ファッション

ファストリとセブン&アイが業務提携 オムニ、PBなど新時代の小売業を研究・開発

 「ユニクロ」「GU」「セオリー」などを傘下に収めるファーストリテイリングと、「セブン-イレブン」「イトーヨーカドー」「そごう」「西武」「フランフラン」「バーニーズ ニューヨーク」などを傘下に持つセブン&アイ ホールディングスが業務提携することを決めた。柳井正ファーストリテイリング会長兼社長と、鈴木敏文セブン&アイHD会長最高経営責任者(CEO)という日本の2大小売業トップが、デジタル時代にふさわしい流通革命を仕掛けることになる。

 セブン&アイHDの広報は、「年内までに業務提携をまとめようと話し合いを進めているところ。さまざまな可能性を探りたい」とコメント。資本提携はせず、包括的な業務提携を行うことになる。

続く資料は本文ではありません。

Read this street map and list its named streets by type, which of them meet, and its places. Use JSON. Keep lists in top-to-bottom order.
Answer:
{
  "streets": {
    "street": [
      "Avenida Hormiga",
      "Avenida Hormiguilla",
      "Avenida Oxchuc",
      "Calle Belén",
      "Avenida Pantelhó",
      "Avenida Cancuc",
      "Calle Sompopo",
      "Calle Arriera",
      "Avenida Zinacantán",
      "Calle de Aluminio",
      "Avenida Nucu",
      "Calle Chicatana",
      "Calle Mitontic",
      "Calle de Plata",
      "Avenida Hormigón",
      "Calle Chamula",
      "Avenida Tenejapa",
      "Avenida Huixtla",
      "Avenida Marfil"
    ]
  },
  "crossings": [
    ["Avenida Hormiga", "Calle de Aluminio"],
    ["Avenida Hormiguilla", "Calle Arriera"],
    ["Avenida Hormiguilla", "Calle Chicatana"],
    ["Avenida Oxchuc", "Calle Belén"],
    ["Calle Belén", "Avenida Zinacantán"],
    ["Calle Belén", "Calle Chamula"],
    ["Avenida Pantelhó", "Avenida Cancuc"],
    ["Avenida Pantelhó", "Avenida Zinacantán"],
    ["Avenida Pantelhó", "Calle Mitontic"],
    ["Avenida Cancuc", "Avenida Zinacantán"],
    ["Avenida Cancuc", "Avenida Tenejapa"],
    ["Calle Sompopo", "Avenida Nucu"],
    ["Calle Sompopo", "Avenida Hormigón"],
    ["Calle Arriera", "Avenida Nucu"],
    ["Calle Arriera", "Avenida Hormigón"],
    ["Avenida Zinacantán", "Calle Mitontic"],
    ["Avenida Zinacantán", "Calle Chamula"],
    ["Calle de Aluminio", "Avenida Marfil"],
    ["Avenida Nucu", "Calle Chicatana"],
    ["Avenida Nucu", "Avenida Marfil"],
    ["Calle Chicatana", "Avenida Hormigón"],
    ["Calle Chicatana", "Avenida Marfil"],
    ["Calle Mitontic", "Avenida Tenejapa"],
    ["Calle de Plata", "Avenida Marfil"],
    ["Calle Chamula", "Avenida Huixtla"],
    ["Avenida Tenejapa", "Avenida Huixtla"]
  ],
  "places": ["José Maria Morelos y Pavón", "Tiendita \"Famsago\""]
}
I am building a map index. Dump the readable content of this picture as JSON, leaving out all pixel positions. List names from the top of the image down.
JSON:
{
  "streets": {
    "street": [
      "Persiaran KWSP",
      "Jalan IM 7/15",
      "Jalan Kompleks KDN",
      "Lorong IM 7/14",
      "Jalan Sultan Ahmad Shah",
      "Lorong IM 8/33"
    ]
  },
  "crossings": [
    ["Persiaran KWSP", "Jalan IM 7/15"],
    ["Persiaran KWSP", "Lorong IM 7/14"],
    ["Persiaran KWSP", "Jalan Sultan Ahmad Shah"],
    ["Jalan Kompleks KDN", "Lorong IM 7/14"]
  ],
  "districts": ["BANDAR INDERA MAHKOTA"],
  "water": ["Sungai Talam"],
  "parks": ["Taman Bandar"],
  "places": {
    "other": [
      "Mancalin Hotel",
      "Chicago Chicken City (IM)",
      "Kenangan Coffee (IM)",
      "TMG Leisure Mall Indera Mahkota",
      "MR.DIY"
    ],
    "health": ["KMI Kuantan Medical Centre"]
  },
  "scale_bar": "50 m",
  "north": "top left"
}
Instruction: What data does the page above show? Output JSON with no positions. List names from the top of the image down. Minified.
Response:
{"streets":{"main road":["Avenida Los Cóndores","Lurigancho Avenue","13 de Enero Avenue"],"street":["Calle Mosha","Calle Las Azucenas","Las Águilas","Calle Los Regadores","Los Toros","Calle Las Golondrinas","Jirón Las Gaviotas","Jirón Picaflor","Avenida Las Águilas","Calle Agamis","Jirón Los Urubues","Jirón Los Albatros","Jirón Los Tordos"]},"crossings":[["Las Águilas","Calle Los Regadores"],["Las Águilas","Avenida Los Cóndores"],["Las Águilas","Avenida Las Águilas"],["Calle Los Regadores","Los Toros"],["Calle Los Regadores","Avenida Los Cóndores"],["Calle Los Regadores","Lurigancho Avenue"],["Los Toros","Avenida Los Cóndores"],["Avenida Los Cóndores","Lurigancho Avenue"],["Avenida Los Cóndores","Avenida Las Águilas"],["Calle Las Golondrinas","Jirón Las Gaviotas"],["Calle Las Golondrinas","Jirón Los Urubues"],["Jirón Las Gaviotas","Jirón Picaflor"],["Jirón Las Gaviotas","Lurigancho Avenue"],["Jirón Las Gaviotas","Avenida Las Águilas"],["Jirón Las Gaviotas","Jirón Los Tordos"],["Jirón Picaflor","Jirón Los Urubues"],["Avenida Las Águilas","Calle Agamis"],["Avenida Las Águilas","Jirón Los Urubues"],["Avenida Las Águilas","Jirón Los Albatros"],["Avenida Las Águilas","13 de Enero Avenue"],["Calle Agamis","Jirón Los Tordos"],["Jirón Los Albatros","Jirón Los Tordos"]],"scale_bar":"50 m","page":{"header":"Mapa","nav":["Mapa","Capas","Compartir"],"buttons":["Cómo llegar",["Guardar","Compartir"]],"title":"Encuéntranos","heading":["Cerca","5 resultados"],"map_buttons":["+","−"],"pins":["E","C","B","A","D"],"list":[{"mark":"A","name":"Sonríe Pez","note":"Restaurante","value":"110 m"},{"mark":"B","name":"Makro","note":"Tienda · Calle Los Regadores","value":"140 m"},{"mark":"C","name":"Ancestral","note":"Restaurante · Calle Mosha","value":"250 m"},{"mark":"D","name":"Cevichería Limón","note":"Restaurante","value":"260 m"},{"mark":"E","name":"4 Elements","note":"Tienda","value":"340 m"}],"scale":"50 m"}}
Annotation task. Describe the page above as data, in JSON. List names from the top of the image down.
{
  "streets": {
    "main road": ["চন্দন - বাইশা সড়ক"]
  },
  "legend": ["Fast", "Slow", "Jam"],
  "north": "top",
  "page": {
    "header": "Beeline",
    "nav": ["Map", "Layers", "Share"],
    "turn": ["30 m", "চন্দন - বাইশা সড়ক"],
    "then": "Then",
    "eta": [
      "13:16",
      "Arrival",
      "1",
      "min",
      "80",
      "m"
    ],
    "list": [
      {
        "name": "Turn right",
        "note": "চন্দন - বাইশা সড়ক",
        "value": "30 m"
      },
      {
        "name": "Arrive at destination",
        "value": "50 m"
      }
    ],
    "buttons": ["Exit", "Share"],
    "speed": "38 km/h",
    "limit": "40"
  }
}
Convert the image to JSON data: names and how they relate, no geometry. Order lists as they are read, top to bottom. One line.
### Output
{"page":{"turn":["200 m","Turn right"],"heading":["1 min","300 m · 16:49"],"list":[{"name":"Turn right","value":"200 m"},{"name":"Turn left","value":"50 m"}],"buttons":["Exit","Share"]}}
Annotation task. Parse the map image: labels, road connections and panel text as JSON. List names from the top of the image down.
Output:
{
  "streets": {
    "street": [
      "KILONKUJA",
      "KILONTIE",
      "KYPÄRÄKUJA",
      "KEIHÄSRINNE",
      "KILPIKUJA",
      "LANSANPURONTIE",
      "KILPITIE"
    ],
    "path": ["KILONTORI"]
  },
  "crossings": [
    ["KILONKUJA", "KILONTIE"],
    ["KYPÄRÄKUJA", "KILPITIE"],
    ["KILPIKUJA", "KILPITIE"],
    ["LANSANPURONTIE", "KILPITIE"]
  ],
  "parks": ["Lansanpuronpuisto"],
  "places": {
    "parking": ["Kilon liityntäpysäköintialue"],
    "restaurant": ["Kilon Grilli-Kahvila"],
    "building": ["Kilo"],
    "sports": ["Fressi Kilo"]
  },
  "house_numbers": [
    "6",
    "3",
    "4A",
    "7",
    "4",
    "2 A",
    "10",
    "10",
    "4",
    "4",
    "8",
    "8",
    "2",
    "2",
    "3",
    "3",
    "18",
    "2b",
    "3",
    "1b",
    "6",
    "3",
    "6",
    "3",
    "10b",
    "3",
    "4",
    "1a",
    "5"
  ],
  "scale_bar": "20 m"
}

ファーストリテイリング広報は、「両社が小売業の将来を見据えて、さまざな分野で話し合いを始めたところ。新衣料品PB(プライベートブランド)の立ち上げなどは現段階では憶測の域を出ないが、可能性を検討していきたい。年内には新たな取り組みについてスタートさせたい」と説明。セブン&アイHDと組むメリットについては、「オムニチャネル時代を控え、インフラ整備を含めて唯一無二の体制を築いている。コンビニ業界の雄と、日本の小売業のあり方を研究していくことで、未来が開けてくるし、日本をリードしていきたい。お互いウィンウィンの関係になり、われわれとしては、目標に掲げる"グローバルナンバーワン"に近付いていきたい」と話す。

 ファーストリテイリングはこれまでも、素材開発から製造・販売までの スピード・効率・付加価値の飛躍的向上に向けて、東レと戦略的パートナーシップを締結。さらに昨年10月には、大和ハウス工業と共同で物流会社を設立し、東京・有明に物流倉庫を設けると発表。今年6月には、従来の顧客体験を超えたデジタル時代の革新的な消費者サービスの開発に向けて協業するため、アクセンチュアと提携するなど、デジタル×リアルの融合に力を入れている。

 今回の提携により、真っ先に実現されそうなのは、全国に約1万8000店、海外に3万店以上の店舗網を持つ「セブン-イレブン」店頭での「ユニクロ」商品の受け取りや販売だ。双方の顧客接点の拡大や利便性の向上につながる。また、セブン&アイHDのグループ店舗で販売するSPA型新ブランドの開発も可能性は大きい。これまでもイトーヨーカ堂では、故藤巻幸夫氏を取締役に迎えた衣料品改革や、元イッセイミヤケ社長でファーストリテイリングで2002年から「ユニクロデザイン研究室」の室長を務めていた多田裕氏をアドバイザーに迎えてSPA型ブランドの立ち上げ、クロスプラスとの「ギャローリア」「L&B」の共同開発なども行ってきた。そごう・西武もPBの「リミテッドエディション」シリーズを強化しているところ。マーケティングや素材調達、企画、製造、販売、ブランディング、人材などを含めて、ノウハウのあるファーストリテイリングと本格的なSPA型ブランドを立ち上げることで、競争優位性の高い商材や売り場展開などを模索できるだろう。